The magic square was originally thought to have been of Christian origin, created sometime between the third and fifth centuries. Reproductions have been found in Roman ruins in England, and in Italy and Spain. It was also believed to contain mystical symbols hidden among the letters, as it was frequently used by the early practitioners of Christianity. But the finding of a Sator Square in the ruins of Pompeii, in southern Italy, showed that the talisman was even older than had been previously thought, dating from 79 CE at least.
The letters contained in the square also contain an anagram. The phrase PATER NOSTER (“Our Father” in Latin) is repeated twice, overlapping at the letter N and forming a cross. The chances of this having been coincidence are minimal. As the phrase “Our Father” was commonly used in the Judaism of the time, some scholars believe that the Pompeii Sator Square was made by Jewish inhabitants of the ancient Italian city, and is probably related to a passage from the Old Testament Book of Ezekiel.

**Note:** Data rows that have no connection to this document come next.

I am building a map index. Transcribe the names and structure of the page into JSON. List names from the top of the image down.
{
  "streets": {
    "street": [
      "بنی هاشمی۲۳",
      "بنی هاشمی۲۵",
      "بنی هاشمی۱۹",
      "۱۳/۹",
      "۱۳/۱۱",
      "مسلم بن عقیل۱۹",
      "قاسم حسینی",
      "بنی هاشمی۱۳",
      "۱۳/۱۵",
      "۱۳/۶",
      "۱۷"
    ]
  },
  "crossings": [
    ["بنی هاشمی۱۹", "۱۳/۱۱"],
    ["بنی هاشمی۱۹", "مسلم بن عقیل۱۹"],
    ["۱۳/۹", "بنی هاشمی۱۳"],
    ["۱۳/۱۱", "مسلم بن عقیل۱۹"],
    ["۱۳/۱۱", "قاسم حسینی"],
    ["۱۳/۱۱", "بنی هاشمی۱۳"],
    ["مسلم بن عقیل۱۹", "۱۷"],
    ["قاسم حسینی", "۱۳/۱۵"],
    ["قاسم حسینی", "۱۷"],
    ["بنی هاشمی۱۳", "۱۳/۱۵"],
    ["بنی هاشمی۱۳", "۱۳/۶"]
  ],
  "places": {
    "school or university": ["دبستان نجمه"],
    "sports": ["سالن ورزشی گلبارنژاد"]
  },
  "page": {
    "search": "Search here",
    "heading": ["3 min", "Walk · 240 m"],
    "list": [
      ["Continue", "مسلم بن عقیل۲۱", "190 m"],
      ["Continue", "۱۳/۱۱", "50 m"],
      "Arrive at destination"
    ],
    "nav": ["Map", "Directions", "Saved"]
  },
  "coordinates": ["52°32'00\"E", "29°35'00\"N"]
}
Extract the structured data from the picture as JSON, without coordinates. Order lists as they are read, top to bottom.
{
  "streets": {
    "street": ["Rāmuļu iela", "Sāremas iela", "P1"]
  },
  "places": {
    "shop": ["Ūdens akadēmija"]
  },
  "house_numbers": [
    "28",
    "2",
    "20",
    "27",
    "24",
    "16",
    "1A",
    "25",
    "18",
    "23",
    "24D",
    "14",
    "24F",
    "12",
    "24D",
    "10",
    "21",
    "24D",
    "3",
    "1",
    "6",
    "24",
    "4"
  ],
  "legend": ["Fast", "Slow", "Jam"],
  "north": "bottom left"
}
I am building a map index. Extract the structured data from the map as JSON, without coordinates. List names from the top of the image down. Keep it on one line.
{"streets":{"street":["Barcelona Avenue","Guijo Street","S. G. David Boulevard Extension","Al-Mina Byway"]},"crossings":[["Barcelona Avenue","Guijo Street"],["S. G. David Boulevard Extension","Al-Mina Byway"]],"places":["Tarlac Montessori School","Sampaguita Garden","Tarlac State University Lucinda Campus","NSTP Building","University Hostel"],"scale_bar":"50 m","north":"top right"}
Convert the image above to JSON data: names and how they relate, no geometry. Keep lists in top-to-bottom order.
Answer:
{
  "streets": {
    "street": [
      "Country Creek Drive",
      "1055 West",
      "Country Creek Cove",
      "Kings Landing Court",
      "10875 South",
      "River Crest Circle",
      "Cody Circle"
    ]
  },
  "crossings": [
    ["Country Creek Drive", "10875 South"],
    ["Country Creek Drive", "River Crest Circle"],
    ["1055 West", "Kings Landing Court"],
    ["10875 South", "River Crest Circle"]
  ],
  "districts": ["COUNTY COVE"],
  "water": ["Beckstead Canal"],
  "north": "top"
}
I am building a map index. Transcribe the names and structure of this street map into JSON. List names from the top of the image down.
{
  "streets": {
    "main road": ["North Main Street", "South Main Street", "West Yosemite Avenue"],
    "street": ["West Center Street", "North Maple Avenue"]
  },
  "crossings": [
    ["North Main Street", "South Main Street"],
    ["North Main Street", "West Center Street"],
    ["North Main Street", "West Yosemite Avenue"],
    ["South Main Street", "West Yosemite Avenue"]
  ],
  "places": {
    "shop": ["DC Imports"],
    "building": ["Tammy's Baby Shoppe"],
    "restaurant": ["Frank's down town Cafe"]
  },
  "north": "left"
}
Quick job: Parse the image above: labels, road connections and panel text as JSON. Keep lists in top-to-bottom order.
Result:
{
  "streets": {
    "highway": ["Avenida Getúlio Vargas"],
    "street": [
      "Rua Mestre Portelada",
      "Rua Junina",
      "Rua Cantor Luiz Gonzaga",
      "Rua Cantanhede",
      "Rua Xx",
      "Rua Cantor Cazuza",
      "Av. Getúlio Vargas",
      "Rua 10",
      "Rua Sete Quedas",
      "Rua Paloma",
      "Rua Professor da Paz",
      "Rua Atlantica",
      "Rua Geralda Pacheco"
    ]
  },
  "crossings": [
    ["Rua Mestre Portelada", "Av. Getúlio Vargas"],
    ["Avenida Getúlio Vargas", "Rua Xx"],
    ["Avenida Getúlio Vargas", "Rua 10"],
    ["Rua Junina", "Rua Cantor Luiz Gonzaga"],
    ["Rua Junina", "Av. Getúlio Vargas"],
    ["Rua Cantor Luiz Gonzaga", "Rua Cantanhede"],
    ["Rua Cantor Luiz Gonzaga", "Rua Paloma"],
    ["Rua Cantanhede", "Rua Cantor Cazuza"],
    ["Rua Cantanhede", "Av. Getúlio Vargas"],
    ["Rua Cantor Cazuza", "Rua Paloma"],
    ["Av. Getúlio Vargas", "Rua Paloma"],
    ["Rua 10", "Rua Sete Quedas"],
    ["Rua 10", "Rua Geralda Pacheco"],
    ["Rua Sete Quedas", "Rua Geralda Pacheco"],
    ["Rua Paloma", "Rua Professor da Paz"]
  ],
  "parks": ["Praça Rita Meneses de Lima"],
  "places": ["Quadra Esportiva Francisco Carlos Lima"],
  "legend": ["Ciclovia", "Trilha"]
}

The most literal translation of the Sator Square might remind one of Japanese haiku in its pristine simplicity. Seen more closely, it’s as an enigma that’s survived the inclemency of time and comes to us today as a conjuring of riddles, whose 25 words have bewitched men for centuries (as did the magical expression “abracadabra”). It’s also a beautiful reminder of the profound power of words, creator of worlds and guardian of ancient secrets.